The evidence, I believe, can help us develop effective strategies.
Let’s start with a look at politics. Last week, The Wall Street Journal analyzed the email marketing programs of prospective presidential candidates. The headline bluntly states their conclusion: “Bad News About Those Constant Campaign Emails — They Work.” Think about the numbers described in the article:
One unfortunate side effect of a race bursting with two dozen Democrats seeking to challenge President Trump is the spam-level volume of fundraising email it has produced. Since April 1, candidates have sent a combined 1,730 messages, more than 19 a day, to supporters, according to a collection of presidential campaign emails maintained by The Wall Street Journal.
The previous quote omits an important piece of context — how they define “a message.” TheWSJ could be using two distinct ways to count the messages:
Emails sent to a candidate’s ENTIRE list. In this case, the 25 (at present) Democratic candidates would be collectively responsible for sending an average of 19 messages per day, over the three-month period. For the sake of simplicity, imagine that a half-dozen of the fringe candidates didn’t exist; that would leave us with 19 candidates sending 19 messages per day. That’s one daily email from each candidate.
Emails sent to a SUBSET of a candidate’s list, personalized for each demographic category (e.g., age, location, etc.). Political campaigns regularly send emails with unique subject lines for each segmented group (“Welcome first-time voter!” or “I love the Midwest!”). What if the WSJ article counted each of those emails as distinct messages? In that case, the number of emails received by an individual subscriber would be much, much lower. That’s maybe two or three emails — per week — from each candidate.
Which is better? How many messages SHOULD a candidate send to their opted-in subscriber base?
According to the WSJ article, the more the merrier:
Professional email consultants who have worked on presidential campaigns have bad news: There is no such thing as too much. And the more cringeworthy the content, the more likely you are to click and give money. [Emphasis mine]
Can that be true? Is there REALLY “no such thing as too much” — let alone too much of a “cringeworthy” thing?! From an advertiser’s perspective, email marketing offers one great benefit: it’s effectively free. Technically, of course, email campaigns require SOME investment to manage servers and ensure delivery, but we might be talking about $0.10 for every 1000 emails.
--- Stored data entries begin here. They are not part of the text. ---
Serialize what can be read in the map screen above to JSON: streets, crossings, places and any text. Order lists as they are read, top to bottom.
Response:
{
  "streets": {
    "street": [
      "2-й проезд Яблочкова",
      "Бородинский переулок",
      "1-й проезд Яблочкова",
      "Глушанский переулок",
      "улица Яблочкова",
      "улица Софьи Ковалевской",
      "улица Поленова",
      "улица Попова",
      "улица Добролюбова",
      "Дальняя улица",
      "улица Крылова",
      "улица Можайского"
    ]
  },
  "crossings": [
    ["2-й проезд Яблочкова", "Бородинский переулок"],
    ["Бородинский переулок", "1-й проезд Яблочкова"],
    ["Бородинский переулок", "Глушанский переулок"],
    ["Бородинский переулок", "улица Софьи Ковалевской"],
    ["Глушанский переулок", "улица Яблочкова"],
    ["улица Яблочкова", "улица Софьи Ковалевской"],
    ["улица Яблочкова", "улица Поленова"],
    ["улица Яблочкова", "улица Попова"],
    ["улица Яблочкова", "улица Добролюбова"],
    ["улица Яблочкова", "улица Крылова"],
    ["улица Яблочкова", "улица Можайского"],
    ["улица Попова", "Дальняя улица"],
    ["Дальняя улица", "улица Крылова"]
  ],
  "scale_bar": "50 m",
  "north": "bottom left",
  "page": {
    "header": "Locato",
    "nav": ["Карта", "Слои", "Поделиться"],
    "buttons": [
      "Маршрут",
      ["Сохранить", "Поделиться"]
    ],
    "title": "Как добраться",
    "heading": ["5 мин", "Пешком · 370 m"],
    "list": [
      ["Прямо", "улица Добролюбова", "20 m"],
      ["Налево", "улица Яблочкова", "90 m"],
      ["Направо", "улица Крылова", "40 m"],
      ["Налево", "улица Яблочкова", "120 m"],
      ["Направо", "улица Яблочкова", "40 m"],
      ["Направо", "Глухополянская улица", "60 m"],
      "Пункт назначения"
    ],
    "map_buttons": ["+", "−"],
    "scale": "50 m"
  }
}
If, in theory, your emails generate at least 1/100th of a penny in profit per send, then you’re making more money than you are spending. Why not send more emails?
Because, as we all know, theory doesn’t always align with reality.
Think about your favorite retail brand. You’d probably enjoy hearing from them sometimes, right? How about once or month or maybe once a week? What about once a day? What about six times a day? At some point, even a cherished brand can overstay their welcome in your inbox.
Thankfully, we can learn from some solid research about the marginal impact of sending additional emails, thanks to clever folks like MineThatData’s Kevin Hillstrom.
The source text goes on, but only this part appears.